## What you have to do
Take every line from the entries below that includes the word "rotate" and copy it.

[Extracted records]
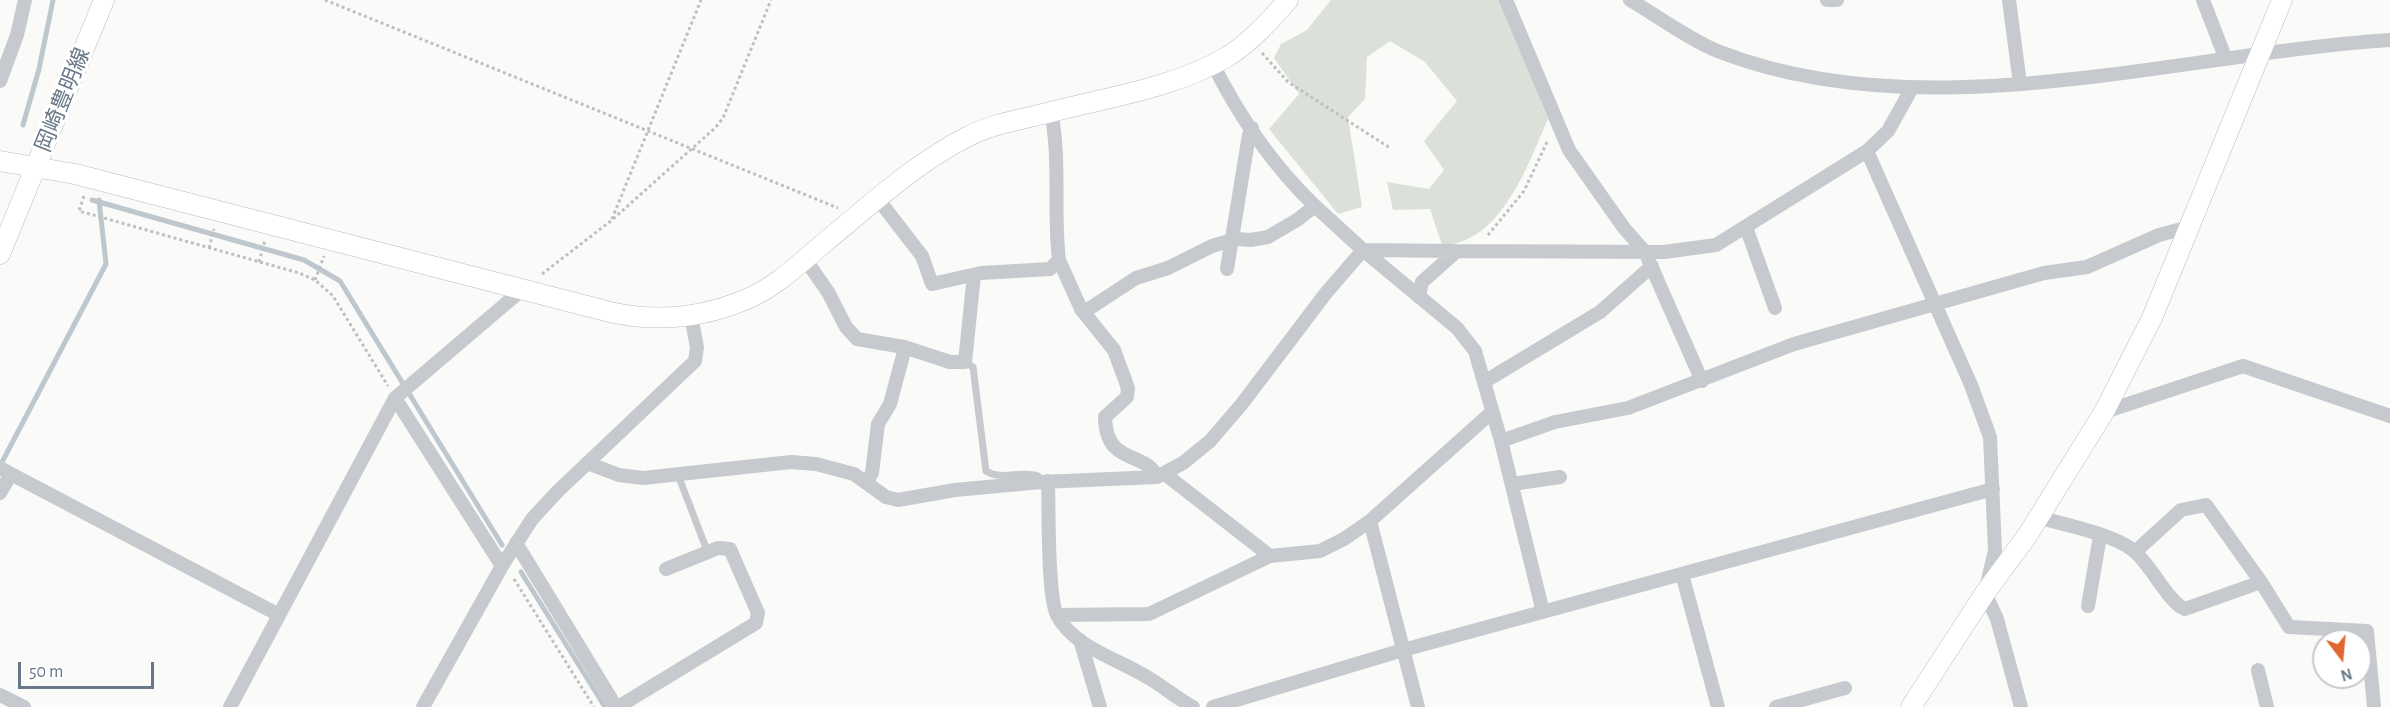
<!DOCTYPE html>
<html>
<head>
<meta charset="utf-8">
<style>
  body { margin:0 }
  #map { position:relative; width:2390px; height:707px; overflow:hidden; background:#fafaf8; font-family:"Alegreya Sans",sans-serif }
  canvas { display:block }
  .north { position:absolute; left:2312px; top:629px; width:60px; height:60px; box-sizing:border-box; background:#fff; border:2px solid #c3c9cf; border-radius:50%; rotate:164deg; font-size:16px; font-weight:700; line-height:24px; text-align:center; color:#697888 }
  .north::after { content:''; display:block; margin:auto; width:21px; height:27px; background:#e16730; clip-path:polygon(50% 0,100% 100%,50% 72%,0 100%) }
  .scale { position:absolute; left:18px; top:662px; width:136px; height:27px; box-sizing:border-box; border:3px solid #697888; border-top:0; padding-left:8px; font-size:18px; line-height:21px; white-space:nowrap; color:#697888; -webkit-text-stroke:4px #fff; paint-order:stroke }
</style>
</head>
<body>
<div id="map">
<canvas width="2390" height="707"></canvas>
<div class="north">N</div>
<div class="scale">50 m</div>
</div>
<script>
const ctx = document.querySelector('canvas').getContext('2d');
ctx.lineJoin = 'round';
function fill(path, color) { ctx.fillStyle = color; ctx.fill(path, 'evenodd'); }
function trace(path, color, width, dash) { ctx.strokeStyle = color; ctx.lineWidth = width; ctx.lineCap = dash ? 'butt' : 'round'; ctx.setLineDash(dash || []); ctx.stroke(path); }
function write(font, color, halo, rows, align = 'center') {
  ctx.font = font + ' "Alegreya Sans","Noto Sans JP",sans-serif'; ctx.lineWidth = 6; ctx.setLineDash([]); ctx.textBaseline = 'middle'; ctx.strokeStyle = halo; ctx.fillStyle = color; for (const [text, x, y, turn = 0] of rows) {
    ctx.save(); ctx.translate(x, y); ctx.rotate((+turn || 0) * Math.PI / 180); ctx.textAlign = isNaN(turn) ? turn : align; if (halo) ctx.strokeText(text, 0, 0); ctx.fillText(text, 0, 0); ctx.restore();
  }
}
fill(new Path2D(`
  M1331 0H1500L1548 119C1528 164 1501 244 1442 245L1430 209 1393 210 1387 182 1429 189 1444 170 1424 141 1457 101 1425 62 1390 41 1367 57 1365 99 1348 117 1362 207 1338 214 1269 129 1299 94 1274 58 1281 44 1307 30Z`), '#dbe1d9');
trace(new Path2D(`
  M23 125 39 69 53 0
  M92 200 304 260 340 281 502 545
  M0 466 106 264 99 200
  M521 572 605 707`), '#bec7cd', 5);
const secondary = new Path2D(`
  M0 161 75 174 610 312C658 323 702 318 747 299 776 287 800 263 824 243 869 206 913 165 965 138 988 125 1018 120 1043 114 1103 98 1171 89 1225 58 1249 44 1270 21 1288 0
  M0 254 104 0
  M1911 707 1985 593 2027 536 2104 412 2152 318 2282 0`);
trace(secondary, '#b8bdc2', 21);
trace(new Path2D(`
  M325 0 838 208
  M1262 53 1288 82 1390 148
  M84 196 79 211 299 273 315 280 333 296 388 386
  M612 219 701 0
  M1488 235 1524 191 1548 140
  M209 248 214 229
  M259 262 265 240
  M542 274 612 220 715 128 723 118 771 0
  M315 280 324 256
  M514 579 594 707`), '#bdc0c3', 3, [3, 3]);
trace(new Path2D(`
  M965 362 973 367 986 471C1001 481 1021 470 1038 476L1040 482
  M678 475 708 553`), '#c6c9cd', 7);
trace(new Path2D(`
  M1506 0 1569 150 1624 228 1645 252 1702 381
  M1630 0C1656 15 1693 42 1720 52 1927 132 2176 54 2390 40
  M1827 0H1837
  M2009 0 2020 84
  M2203 0 2225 57
  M0 81 17 35 25 0
  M1867 151 1971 385 1990 437 1995 550 1985 593 1997 619 2021 707
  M878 199 922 256 932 284 981 273 1050 269 1059 260C1053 211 1061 160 1051 112
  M1315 206 1363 250 1457 251
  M1746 227 1775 308
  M805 259 828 292 846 327 857 339 904 347 950 362H965L974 275
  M1059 260 1081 309 1114 350 1128 388 1127 397 1105 417C1106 467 1146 450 1157 477
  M1227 269 1249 135 1252 128
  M1419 297 1422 282 1457 251 1664 252 1716 245 1867 151 1888 131 1912 88
  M1084 312 1136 278 1168 268 1212 246 1236 239 1251 240 1268 237 1297 220 1315 206C1274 167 1238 115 1213 64
  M1484 382 1600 312 1652 266
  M395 398 502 566
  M2104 412 2243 366 2390 416
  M1501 441 1555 422 1628 408 1794 344 2044 273 2087 267 2159 235 2189 227
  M587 463 619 475 643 478 791 462 816 464 854 474 886 497 898 500 955 490 1041 482 1157 477 1183 463 1210 441 1241 405 1326 293 1363 250 1457 328 1475 351 1501 441 1543 612
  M0 468 11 474 0 493
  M11 474 279 615
  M1165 474 1270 556
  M1048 481C1049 507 1047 596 1057 615 1073 647 1118 659 1147 677 1163 686 1176 698 1193 707
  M866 483 872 473 878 424 890 404 905 348
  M1512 484 1560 477
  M2037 517C2062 524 2114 534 2134 551 2152 566 2168 602 2185 609L2261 582
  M1370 521 1418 707
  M516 543 616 707
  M2135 552 2181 510 2206 505 2261 582 2289 627 2367 631 2374 707
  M1682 574 1718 707
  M2088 606 2100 536
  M1057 615 1149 614 1270 556 1320 551 1344 539 1370 521 1492 412
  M1080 640 1100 707
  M2258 670 2267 707
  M0 695 24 707
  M230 707 395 398 523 289
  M423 707 502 566 532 519 558 491 695 361 697 347 691 316
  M618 707 756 623 758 613 730 549 718 548 666 569
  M1213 707 1403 650 1993 489
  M1776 707 1845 688`), '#c6c9cd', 14);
trace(secondary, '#fff', 20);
write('22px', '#697888', '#fff', [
  ["岡崎豊明線",63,100,-68]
]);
</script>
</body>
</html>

## Response for this exercise
  .north { position:absolute; left:2312px; top:629px; width:60px; height:60px; box-sizing:border-box; background:#fff; border:2px solid #c3c9cf; border-radius:50%; rotate:164deg; font-size:16px; font-weight:700; line-height:24px; text-align:center; color:#697888 }
    ctx.save(); ctx.translate(x, y); ctx.rotate((+turn || 0) * Math.PI / 180); ctx.textAlign = isNaN(turn) ? turn : align; if (halo) ctx.strokeText(text, 0, 0); ctx.fillText(text, 0, 0); ctx.restore();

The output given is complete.